Personal information
- Born: October 8, 1971 (age 54) Fort Worth, Texas, U.S.
- Listed height: 6 ft 4 in (1.93 m)
- Listed weight: 195 lb (88 kg)

Career information
- High school: Dunbar (Fort Worth, Texas)
- College: Tulsa (1990–1994)
- NBA draft: 1994: 2nd round, 42nd overall pick
- Drafted by: Cleveland Cavaliers
- Playing career: 1994–2004
- Position: Shooting guard / small forward

Career history
- 1994–1995: Quad City Thunder
- 1995–1997: Racing Antwerpen
- 1997–1998: Oostende
- 1998–1999: Rhöndorf
- 1999–2000: Skyliners Frankfurt
- 2000–2003: Dexia Mons-Hainaut
- 2003–2004: Racing Paris

Career highlights
- German Cup winner (2000); MVC Player of the Year (1994);
- Stats at Basketball Reference

= Gary Collier (basketball) =

American basketball player, sportsperson and basketball coach

Gary Collier (born October 8, 1971) is an American former college and professional basketball player who attended the University of Tulsa.

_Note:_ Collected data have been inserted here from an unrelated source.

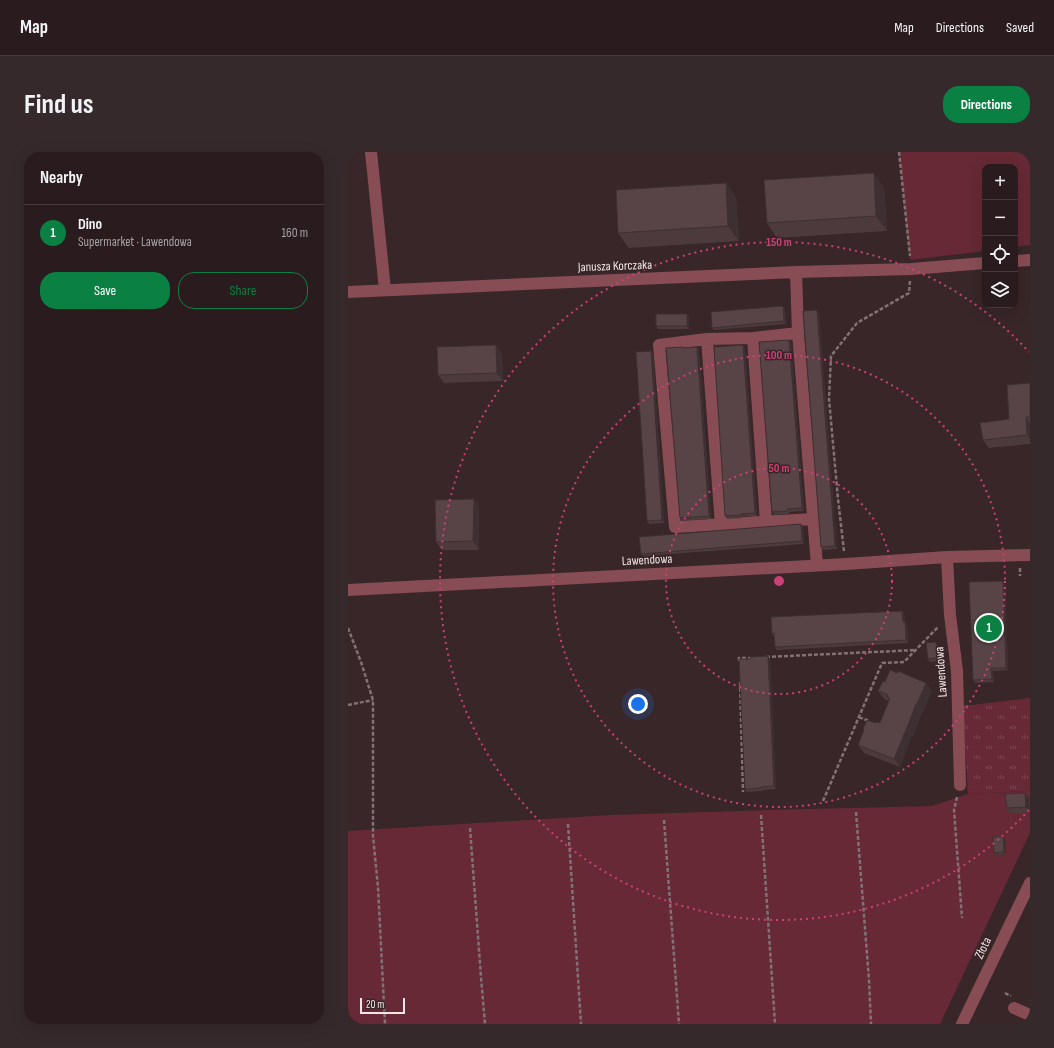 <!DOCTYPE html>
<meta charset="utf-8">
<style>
body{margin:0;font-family:"Sofia Sans Condensed",sans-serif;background:#36292b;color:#f1f3f6}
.controls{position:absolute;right:12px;top:12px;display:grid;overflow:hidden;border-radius:8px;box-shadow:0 4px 16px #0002}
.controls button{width:36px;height:36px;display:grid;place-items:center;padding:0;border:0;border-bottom:1px solid #463a3c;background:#2a1c1e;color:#f1f3f6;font:20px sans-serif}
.scale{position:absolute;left:12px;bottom:10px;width:45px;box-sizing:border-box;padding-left:4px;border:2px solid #f1e5e6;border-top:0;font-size:11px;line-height:14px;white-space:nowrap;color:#f1e5e6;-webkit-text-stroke:3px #382628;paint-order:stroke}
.you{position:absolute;left:290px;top:552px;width:14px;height:14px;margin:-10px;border:3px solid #fff;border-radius:50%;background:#1a73e8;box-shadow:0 0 0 6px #1a73e833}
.badge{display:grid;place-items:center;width:26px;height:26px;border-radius:50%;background:#0b8043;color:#fff;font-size:13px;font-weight:700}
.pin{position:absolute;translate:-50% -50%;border:2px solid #fff;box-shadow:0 1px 4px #0006}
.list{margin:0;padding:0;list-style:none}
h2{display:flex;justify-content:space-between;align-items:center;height:52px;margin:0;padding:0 16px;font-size:17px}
h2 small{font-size:13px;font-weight:400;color:#a5a1a4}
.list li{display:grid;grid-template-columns:26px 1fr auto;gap:12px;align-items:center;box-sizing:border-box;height:56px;padding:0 16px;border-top:1px solid #463a3c}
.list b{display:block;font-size:15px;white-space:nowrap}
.list p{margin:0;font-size:13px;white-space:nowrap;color:#a5a1a4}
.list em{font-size:13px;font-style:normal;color:#a5a1a4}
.actions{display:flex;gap:8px;padding:12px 16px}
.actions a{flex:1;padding:9px 0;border:1px solid #0b8043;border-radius:16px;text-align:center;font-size:14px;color:#0b8043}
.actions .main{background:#0b8043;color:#fff}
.icon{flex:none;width:22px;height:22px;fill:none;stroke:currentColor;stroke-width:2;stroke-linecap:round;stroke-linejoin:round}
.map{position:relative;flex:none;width:682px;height:872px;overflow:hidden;border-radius:16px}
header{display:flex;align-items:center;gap:24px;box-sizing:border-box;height:56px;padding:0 20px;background:#2a1c1e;border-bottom:1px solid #463a3c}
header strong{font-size:19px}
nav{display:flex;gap:22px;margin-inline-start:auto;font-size:14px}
.intro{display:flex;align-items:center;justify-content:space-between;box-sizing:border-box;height:96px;padding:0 24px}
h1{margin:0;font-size:28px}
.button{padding:10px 18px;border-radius:16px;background:#0b8043;color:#fff;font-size:14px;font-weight:700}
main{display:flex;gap:24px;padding:0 24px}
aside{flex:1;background:#2a1c1e;border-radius:16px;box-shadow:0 4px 16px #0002}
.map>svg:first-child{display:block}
.grass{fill:url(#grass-tufts)}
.green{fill:#662935}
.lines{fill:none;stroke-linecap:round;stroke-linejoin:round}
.path{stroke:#827274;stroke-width:2.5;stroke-dasharray:4 2;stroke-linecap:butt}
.minor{stroke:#884c55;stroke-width:12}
.wall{fill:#4c3a3d}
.shaded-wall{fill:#3e3032}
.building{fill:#584447;stroke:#3e3032}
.ring{fill:none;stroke:#cb4177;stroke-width:2;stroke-dasharray:2 4}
.labels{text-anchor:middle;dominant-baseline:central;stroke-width:3;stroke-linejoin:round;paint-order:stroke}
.street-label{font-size:13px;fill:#f1e5e6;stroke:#382628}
.centre{fill:#cb4177;stroke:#382628;stroke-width:2}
.ring-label{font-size:12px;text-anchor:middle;font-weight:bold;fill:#cb4177;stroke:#382628;stroke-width:3;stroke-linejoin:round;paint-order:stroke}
</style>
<header>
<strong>Map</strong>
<nav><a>Map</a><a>Directions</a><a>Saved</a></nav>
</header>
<div class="intro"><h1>Find us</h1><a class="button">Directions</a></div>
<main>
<aside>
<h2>Nearby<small></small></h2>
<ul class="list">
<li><span class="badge">1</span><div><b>Dino</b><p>Supermarket · Lawendowa</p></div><em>160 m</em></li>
</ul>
<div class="actions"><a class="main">Save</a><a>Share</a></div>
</aside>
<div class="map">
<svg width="682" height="872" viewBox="0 0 682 872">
<defs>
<pattern id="grass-tufts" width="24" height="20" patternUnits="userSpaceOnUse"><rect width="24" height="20" fill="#662935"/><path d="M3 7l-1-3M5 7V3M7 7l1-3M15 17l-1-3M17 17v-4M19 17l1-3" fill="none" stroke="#7c4852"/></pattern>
</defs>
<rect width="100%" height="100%" fill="#382628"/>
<!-- grass -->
<path class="grass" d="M682 546V639L620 642 615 554Z"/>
<!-- green -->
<path class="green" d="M551 0H682V93L667 95V15H637V99L562 108Z
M682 639V681L592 872H0V679L262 663 459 657 584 654 620 642Z"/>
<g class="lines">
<!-- path -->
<path class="path" d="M551 0 562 104
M496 399 490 347 481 247 483 204 509 171 561 141 562 129
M672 416V424
M0 476 13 510 25 548V684L30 735 37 872
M418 505 568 498
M391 509V506H403
M392 530 395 640
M0 553 25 548
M511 565 521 569
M609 645 606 658 614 766
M475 649 534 511 556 510 590 475
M508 660 521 828 523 872
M413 663 427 872
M316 668 331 872
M220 672 233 872
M122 676 133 825 137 872
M657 841 663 844"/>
<!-- minor -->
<path class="minor" d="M23 0 37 138
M667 109 682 108
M448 120 450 181 469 413
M0 140 448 120 563 117 637 111
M450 181 405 186 359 187 311 193 327 375 465 367
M405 186 418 370
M359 187 373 373
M599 405 602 463 609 519 612 633
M0 438 498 412 599 405 682 403
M666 856 682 863
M614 872 682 731"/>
</g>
<!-- wall -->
<path class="wall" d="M378 31 388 46 391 89 281 96 270 81Z
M536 36 539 79 429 86 419 71Z
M437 157 438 172 366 178 364 176Z
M471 161 489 397 475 398 473 395Z
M341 164V177H310L308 174Z
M443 191 456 359 441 360V362L426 363 424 360Z
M349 195 351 198 363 367 334 369 332 366 335 196Z
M397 196 409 364H395L394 366 379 367 377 364Z
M154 201 155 229 96 231 90 223Z
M305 202 316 371 301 372 299 369Z
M682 231V292L641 296 635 288 661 267Z
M131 355V398H94L88 390Z
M455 375 456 392 295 404 293 402Z
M657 432 660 518 645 519 646 530 627 531 625 528Z
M554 459 556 461 557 470 559 472 560 491 429 498 427 495 426 484 424 482Z
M590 493 591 509 582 510 580 507Z
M420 504 422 507 428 637 415 638V639L399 640 397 637 402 507Z
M549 521 578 531 584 539 575 560H574L565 584 564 583 552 615 516 601 510 593 516 579 515 577 528 571H532L541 549 536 547 530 539 537 530Z
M677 641 681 646 682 660 663 662 659 656Z
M657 687 658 702 648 704 646 701Z"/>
<!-- shaded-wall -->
<path class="shaded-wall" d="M526 21 536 36 539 79 528 64Z
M378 31 388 46 391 89 380 74Z
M435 154 437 157 438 172 436 169Z
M469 158 471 161 489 397 487 394Z
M339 162 341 164V177L339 174Z
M441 188 443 191 456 359 454 356Z
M148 193 154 201 155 229 149 221Z
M395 193 397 196 409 364 407 361Z
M349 195 351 198 363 367 361 364Z
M303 199 305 202 316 371 314 368Z
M678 265 682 271V287L679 283Z
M126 347 131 355V398L125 389Z
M453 372 455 375 456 392 454 389Z
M655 429 657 432 660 518 658 516Z
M554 459 556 461 557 472 555 470Z
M557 470 559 472 560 491 558 488Z
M588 490 590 493 591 509 589 506Z
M420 504 422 507 428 637 426 634Z
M643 516 645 519 646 530 644 527Z
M578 531 584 539 575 560 569 552Z
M568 552 574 560 565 584 559 576Z
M559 575 564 583 552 615 546 607Z
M677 641 681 646 682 660 678 655Z
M655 684 657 687 658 702 656 700Z"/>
<!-- building -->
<path class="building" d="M526 21 528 64 419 71 416 28Z
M378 31 380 74 270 81 268 38Z
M435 154 436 169 364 176 363 160Z
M469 158 487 394 473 395 455 159Z
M308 162H339V174H308Z
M441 188 454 356 439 357V359L424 360 411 190Z
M148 193 149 221 90 223 89 195Z
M395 193 407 361 393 362 392 363 377 364 366 195Z
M335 195V196L349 195 361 364 332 366 318 196Z
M303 199 314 368 299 369 288 200Z
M682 231V265H678L679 283 635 288 632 271 661 267 659 233Z
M126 347 125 389 88 390 87 348Z
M453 372 454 389 293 402 291 385Z
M655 429 658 516H643L644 527 625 528 621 430Z
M554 459 555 470H557L558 488 427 495 426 481 424 482 423 465Z
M588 490 589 506 580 507 578 491Z
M420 504 426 634 413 635V636L397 637 391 507H402V505Z
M542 518 549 521 550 519 578 531 569 552H568L559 576V575L546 607 510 593 516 578 515 577 519 568 528 571 529 570 532 571 542 546 539 545 540 543 530 539 535 529 537 530Z
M677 641 678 655 659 656 657 642Z
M655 684 656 700 646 701 645 685Z"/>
<!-- distance rings -->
<g class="ring">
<circle cx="431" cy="429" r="113"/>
<circle cx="431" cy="429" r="226"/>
<path d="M681 658A339 339 0 1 1 681 200"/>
</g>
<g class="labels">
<!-- street labels -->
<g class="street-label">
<text transform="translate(267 114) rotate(-2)">Janusza Korczaka</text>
<text transform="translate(299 408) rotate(-3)">Lawendowa</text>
<text transform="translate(593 520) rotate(-94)">Lawendowa</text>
<text transform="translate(635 796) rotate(-64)">Złota</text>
</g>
</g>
<circle cx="431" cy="429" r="6" class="centre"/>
<g class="ring-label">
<text x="431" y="94">150 m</text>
<text x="431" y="207">100 m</text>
<text x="431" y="320">50 m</text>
</g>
</svg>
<div class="controls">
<button>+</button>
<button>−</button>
<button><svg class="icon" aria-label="locate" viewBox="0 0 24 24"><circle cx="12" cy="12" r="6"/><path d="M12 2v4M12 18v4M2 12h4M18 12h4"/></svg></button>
<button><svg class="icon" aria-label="layers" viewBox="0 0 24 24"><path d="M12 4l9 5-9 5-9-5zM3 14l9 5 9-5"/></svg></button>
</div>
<div class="scale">20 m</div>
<div class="you"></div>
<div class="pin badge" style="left:641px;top:476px">1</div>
</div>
</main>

Collier played four seasons for the Golden Hurricane and was named the 1994 MVC player of the year. He led the 1994 NCAA Tournament in scoring average with 31.3 points per game.

Collier was drafted by the Cleveland Cavaliers in the 2nd round of the 1994 NBA draft; however, he never played in the NBA. He played the 1994–95 season with the Quad City Thunder in the Continental Basketball Association . Collier then took his game in Europe. He played his first two seasons for the Antwerp Diamond Giants. He then joined the Basketball Club Oostende, also in Belgium.

Collier played 1998–99 for Rhöndorf of the Basketball Bundesliga (BBL). After Dragons Rhöndorf sold their license to Frankfurt, he did play the next season for Frankfurt Skyliners. Collier then returned to Belgium, where he spent the following three seasons with Telindus Mons Hainaut. He averaged 17.4 points for Telindus Mons in the final Korać Cup in 2002. He played a final season in Europe with Paris Basket Racing, 2003–2004.

Following his playing career, Collier coached the boys' basketball coach at Arlington Heights High School in Fort Worth for four years leading them to the state semifinals in 2011. Collier is currently the boys' basketball coach at Crowley High School in the Tarrant County area.